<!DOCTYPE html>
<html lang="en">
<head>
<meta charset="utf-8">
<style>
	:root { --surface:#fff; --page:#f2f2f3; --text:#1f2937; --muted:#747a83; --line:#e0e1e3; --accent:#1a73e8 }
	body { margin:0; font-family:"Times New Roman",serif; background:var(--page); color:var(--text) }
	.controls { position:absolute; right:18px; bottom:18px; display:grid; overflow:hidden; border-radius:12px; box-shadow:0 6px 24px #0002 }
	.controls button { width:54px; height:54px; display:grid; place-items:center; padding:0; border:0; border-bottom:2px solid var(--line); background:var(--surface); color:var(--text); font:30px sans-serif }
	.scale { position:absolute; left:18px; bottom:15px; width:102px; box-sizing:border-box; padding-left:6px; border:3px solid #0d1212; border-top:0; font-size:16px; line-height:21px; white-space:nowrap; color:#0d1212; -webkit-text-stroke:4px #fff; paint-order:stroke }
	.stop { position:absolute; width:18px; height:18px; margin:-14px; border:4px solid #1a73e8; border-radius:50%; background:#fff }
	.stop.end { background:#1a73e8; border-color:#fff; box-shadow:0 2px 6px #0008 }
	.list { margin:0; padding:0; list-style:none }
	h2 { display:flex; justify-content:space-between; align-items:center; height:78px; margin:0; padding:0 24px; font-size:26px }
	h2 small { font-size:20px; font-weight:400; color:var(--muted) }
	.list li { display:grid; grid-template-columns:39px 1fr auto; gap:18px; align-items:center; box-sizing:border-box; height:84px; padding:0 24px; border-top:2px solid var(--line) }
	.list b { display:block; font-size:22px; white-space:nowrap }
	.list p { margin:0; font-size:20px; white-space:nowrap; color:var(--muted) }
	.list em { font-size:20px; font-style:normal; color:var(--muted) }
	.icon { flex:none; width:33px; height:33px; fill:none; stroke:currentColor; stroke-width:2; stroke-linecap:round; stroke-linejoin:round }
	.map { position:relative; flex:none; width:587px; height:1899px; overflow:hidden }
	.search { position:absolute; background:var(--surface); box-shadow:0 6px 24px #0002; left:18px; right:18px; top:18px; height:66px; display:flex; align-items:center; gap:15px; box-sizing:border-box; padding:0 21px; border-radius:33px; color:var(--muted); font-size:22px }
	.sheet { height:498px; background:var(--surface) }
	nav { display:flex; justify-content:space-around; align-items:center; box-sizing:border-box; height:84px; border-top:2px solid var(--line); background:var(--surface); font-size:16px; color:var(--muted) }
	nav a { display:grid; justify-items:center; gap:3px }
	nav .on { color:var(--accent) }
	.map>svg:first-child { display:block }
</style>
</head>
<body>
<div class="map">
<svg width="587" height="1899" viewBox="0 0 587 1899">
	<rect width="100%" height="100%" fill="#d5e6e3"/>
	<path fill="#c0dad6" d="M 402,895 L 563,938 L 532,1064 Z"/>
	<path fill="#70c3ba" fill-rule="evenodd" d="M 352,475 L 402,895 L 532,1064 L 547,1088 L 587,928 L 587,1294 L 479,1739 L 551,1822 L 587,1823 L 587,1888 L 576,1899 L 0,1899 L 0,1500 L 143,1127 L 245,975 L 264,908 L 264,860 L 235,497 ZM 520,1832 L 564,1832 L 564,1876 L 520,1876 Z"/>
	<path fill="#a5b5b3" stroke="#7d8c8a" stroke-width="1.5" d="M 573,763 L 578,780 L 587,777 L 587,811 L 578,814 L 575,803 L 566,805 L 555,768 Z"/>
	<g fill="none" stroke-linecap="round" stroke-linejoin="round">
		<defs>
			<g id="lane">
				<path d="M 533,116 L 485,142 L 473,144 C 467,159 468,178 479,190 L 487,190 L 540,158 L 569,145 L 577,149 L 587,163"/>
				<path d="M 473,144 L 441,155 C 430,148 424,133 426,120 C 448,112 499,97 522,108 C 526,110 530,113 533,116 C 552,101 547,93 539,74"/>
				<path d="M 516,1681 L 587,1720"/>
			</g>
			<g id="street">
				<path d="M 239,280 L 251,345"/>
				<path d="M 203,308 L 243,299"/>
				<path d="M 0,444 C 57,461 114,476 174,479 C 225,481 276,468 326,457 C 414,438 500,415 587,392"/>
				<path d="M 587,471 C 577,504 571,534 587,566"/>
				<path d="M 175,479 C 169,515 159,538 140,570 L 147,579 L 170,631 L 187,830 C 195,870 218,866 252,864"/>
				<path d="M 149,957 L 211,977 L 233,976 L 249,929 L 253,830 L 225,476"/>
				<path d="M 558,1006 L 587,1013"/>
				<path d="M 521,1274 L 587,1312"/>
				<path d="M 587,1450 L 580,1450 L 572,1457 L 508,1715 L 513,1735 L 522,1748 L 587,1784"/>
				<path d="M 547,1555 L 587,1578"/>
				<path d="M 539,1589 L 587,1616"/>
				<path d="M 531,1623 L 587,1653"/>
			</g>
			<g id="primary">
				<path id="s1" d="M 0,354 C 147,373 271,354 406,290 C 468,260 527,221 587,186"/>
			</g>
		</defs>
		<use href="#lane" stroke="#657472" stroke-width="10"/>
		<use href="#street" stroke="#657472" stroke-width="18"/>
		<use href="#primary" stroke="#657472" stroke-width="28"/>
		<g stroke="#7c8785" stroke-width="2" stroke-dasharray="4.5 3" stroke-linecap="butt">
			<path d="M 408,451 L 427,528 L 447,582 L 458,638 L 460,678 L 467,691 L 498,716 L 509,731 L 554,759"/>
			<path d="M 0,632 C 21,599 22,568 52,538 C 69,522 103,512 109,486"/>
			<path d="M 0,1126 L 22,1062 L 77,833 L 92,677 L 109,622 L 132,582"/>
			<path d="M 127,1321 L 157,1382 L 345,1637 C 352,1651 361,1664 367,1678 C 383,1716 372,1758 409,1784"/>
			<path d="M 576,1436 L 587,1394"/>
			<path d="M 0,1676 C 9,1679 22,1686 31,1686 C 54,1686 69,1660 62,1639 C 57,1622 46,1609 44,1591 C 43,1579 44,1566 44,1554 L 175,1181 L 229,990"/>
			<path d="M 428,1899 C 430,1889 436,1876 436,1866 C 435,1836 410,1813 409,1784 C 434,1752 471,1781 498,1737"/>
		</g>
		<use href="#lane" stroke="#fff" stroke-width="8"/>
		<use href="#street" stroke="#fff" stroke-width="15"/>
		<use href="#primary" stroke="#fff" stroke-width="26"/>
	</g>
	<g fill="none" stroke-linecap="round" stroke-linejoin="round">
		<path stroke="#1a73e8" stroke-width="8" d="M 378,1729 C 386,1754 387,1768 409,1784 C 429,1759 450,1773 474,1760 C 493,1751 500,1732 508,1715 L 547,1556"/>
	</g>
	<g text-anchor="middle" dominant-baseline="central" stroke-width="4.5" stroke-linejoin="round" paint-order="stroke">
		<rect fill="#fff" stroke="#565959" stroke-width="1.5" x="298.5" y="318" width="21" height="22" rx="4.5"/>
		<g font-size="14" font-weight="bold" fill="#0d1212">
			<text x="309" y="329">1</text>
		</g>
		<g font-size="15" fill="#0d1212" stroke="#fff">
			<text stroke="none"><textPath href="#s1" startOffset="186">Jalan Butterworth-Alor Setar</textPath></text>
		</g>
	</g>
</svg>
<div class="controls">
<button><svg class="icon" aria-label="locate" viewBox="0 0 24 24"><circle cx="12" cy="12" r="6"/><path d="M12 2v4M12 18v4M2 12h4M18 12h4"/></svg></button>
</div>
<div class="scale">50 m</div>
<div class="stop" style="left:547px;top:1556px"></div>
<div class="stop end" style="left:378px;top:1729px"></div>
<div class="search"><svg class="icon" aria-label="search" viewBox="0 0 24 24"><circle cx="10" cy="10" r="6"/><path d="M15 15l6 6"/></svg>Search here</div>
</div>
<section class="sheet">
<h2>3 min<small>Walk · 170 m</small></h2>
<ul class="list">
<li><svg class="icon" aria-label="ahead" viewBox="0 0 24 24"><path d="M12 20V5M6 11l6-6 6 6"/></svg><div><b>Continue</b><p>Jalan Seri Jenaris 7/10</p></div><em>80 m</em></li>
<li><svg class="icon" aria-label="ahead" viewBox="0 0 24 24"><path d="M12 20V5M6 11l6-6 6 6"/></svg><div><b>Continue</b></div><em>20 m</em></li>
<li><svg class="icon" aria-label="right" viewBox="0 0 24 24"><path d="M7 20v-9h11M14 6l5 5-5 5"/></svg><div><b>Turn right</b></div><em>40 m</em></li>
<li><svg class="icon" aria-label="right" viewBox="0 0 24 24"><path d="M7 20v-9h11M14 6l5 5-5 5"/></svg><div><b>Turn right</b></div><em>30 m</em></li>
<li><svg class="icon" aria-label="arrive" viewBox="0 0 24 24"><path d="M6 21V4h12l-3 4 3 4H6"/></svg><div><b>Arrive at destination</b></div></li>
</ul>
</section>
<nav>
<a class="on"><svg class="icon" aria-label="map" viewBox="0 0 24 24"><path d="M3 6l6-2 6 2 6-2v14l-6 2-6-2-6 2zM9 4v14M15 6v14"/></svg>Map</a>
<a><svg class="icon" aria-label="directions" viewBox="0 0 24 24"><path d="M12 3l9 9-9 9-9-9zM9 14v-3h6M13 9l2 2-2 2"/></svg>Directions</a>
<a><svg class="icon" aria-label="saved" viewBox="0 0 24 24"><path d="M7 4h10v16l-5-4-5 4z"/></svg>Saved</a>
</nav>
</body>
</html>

* * * *

_WHAT IS BEING ASKED_:
Quote, word for word, every line from the top of the entries through the line that holds "width:54px; height:54px; display:grid;".

_EXERCISE OUTPUT_:
<!DOCTYPE html>
<html lang="en">
<head>
<meta charset="utf-8">
<style>
	:root { --surface:#fff; --page:#f2f2f3; --text:#1f2937; --muted:#747a83; --line:#e0e1e3; --accent:#1a73e8 }
	body { margin:0; font-family:"Times New Roman",serif; background:var(--page); color:var(--text) }
	.controls { position:absolute; right:18px; bottom:18px; display:grid; overflow:hidden; border-radius:12px; box-shadow:0 6px 24px #0002 }
	.controls button { width:54px; height:54px; display:grid; place-items:center; padding:0; border:0; border-bottom:2px solid var(--line); background:var(--surface); color:var(--text); font:30px sans-serif }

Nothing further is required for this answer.